- WORKING DATA:

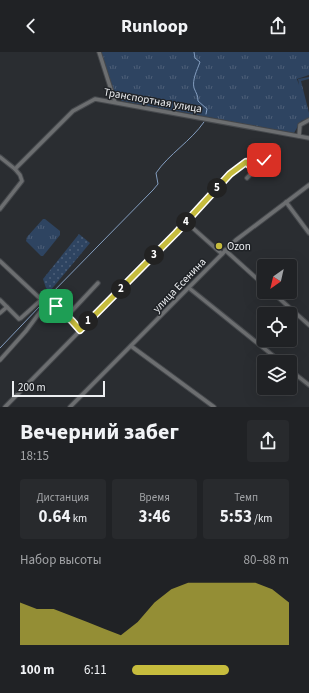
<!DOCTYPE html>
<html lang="ru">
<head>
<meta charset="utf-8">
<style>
	body { margin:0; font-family:"Source Sans 3",sans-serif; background:#282a2d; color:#f1f3f6; height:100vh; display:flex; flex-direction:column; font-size:15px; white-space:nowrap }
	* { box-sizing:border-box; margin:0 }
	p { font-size:13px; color:#a2a4a7 }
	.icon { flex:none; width:22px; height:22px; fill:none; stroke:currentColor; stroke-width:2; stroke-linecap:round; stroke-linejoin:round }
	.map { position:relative; height:355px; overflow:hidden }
	.panel { display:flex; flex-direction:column; background:#202225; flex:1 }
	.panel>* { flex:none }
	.needle { width:26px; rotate:214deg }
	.buttons { position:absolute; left:257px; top:207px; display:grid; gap:8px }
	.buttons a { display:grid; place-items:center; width:40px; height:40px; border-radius:4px; background:#202225; box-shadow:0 4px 16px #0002,0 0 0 1px #3d3f42; font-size:20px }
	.scale { position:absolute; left:12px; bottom:10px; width:93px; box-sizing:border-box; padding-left:4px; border:2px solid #edeff2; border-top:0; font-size:11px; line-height:14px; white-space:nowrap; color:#edeff2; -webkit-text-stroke:3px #202327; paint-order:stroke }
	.pin { position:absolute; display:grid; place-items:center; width:34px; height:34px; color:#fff; margin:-17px; border-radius:8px; box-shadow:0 2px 6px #0006 }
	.km { position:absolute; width:20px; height:20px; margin:-10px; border-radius:50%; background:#222; color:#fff; font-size:11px; line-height:20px; text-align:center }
	.round { display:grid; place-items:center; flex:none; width:42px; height:42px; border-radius:4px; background:#282a2d }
	.headline { display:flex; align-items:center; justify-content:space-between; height:68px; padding:0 20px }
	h1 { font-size:22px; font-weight:700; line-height:30px }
	.metrics { display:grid; grid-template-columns:repeat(3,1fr); gap:6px; height:68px; padding:4px 20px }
	.metrics div { display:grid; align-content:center; border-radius:4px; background:#282a2d; text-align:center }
	.metrics b { font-size:17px; font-weight:700 }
	.metrics small { font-size:11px; font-weight:400 }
	.metrics p { font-size:11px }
	.chart { height:112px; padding:8px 20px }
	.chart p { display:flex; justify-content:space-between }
	.chart svg { width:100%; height:72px; margin-top:4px; fill:#c6bc3d; opacity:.7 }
	ul { padding:0 20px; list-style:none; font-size:13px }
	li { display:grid; grid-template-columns:64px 48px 1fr; align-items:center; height:30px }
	li i { height:10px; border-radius:5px; background:#c6bc3d }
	header { display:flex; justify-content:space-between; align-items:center; height:52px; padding:0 20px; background:#202225; font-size:18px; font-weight:700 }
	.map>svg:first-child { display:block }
	.grass { fill:url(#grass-tufts) }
	.garden { fill:url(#garden-dots) }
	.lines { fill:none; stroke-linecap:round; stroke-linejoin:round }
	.stream { stroke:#839dbf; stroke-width:1 }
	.minor-casing { stroke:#45484c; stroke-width:5.5 }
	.minor { stroke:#6c6e70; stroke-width:3.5 }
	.route-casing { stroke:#fff; stroke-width:8 }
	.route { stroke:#c6bc3d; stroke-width:5 }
	.poi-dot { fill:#c6bc3d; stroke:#202327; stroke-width:1.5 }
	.labels { text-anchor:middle; stroke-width:3; stroke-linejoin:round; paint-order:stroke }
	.street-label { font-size:11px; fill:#edeff2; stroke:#202327 }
	.poi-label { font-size:11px; fill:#edeff2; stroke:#202327; text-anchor:start }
</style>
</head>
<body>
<header><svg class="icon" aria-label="back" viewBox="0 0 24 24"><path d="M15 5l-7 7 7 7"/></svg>Runloop<svg class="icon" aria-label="share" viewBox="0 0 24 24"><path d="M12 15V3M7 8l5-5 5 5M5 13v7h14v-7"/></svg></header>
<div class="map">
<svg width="309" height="355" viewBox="0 0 309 355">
	<defs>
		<pattern id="grass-tufts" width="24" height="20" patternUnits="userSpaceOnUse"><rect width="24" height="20" fill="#2e4461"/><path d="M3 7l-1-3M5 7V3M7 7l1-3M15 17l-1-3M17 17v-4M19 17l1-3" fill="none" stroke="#4d5f78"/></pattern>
		<pattern id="garden-dots" width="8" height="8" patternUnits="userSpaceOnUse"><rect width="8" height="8" fill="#2e4461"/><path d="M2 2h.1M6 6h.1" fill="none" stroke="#4d5f78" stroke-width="1.8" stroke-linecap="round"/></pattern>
	</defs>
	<rect width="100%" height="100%" fill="#2a2d31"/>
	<!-- grass -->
	<g class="grass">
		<polygon points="101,0 309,0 309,23 297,27 299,33 298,27 309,25 309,27 301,29 309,61 309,66 301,69 294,81 122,49 114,42"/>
		<polygon points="43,167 45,167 60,179 60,183 43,204 41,204 26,189 27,185"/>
	</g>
	<!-- garden -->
	<polygon class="garden" points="79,182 90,191 50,239 46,236 43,227"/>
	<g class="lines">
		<!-- stream -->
		<g class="stream">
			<path d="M194 0 195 6 200 10C197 18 192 28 194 36 196 41 198 43 198 49L207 57 206 62"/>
			<path d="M45 248 153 138 158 132 156 121C169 102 191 89 204 70"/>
			<polyline points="0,296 42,252"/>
		</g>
		<!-- minor casing -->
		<g class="minor-casing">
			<g id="minor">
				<polyline points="99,0 115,50"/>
				<polyline points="299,84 300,73 309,68"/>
				<polyline points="0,105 15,117 73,59 95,47 309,86"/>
				<polyline points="247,126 264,108"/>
				<polyline points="286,150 309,181"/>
				<polyline points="0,157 22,129 20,123 15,117"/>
				<polyline points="186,170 222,202"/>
				<polyline points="225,198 264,233"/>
				<polyline points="0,209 46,252 55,254 61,257 80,278"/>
				<polyline points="189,236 281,310"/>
				<polyline points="272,240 309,273"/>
				<polyline points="0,248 7,255"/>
				<polyline points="0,261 7,255 19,267 21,266 41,248"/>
				<polyline points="67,264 98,231"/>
				<polyline points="131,294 214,355"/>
				<polyline points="0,308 26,279 46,252"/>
				<polyline points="290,318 309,333"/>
				<polyline points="5,355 176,181 230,122 246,110 254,118"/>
				<polyline points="70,355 236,188 309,133"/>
			</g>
		</g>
		<!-- minor -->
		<use href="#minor" class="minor"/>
	</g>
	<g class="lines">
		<!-- route casing -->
		<g class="route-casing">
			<polyline id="route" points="56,254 72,269 80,278 176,181 230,122 246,110 254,118 264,108"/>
		</g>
		<!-- route -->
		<use href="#route" class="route"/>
	</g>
	<!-- markers -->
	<circle class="poi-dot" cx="219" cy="194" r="4"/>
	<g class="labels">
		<!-- street labels -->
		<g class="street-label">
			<text transform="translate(153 48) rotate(10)" y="4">Транспортная улица</text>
			<text transform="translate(179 233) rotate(-46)" y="4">улица Есенина</text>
		</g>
		<!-- poi labels -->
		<g class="poi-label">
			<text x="227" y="198">Ozon</text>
		</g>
	</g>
</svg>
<div class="buttons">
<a><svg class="needle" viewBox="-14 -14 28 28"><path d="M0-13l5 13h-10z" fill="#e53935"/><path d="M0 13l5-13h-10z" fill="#a2a4a7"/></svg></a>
<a><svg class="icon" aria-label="locate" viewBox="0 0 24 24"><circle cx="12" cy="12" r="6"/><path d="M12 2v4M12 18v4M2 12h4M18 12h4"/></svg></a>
<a><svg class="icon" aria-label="layers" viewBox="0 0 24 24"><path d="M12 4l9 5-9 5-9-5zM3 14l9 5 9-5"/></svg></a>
</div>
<div class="scale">200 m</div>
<div class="pin" style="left:56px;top:254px;background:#1e9e55"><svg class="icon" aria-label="arrive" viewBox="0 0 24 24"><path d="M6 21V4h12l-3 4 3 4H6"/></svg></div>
<div class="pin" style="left:264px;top:108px;background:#d93025"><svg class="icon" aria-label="check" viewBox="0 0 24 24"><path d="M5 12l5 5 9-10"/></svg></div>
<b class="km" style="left:88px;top:269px">1</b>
<b class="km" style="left:121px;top:237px">2</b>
<b class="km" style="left:154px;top:203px">3</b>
<b class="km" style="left:186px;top:170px">4</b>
<b class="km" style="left:217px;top:136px">5</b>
</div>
<section class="panel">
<div class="headline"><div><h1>Вечерний забег</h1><p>18:15</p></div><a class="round"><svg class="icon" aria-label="share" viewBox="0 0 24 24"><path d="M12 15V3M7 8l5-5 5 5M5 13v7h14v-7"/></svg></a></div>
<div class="metrics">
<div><p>Дистанция</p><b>0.64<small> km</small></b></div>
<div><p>Время</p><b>3:46</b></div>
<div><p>Темп</p><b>5:53<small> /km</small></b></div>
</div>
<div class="chart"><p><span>Набор высоты</span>80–88 m</p>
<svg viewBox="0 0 160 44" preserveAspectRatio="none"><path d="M0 44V18L10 22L20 22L30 26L40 30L50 34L60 38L70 30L80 18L90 10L100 6L110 6L120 6L130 6L140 6L150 10L160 18V44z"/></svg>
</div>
<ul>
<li><b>100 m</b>6:11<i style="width:62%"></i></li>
</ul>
</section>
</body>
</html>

- DESCRIPTION OF THE TASK: Using the material above, report each line where "buttons" occurs.

- RESPONSE TO THIS EXERCISE:
	.buttons { position:absolute; left:257px; top:207px; display:grid; gap:8px }
	.buttons a { display:grid; place-items:center; width:40px; height:40px; border-radius:4px; background:#202225; box-shadow:0 4px 16px #0002,0 0 0 1px #3d3f42; font-size:20px }
<div class="buttons">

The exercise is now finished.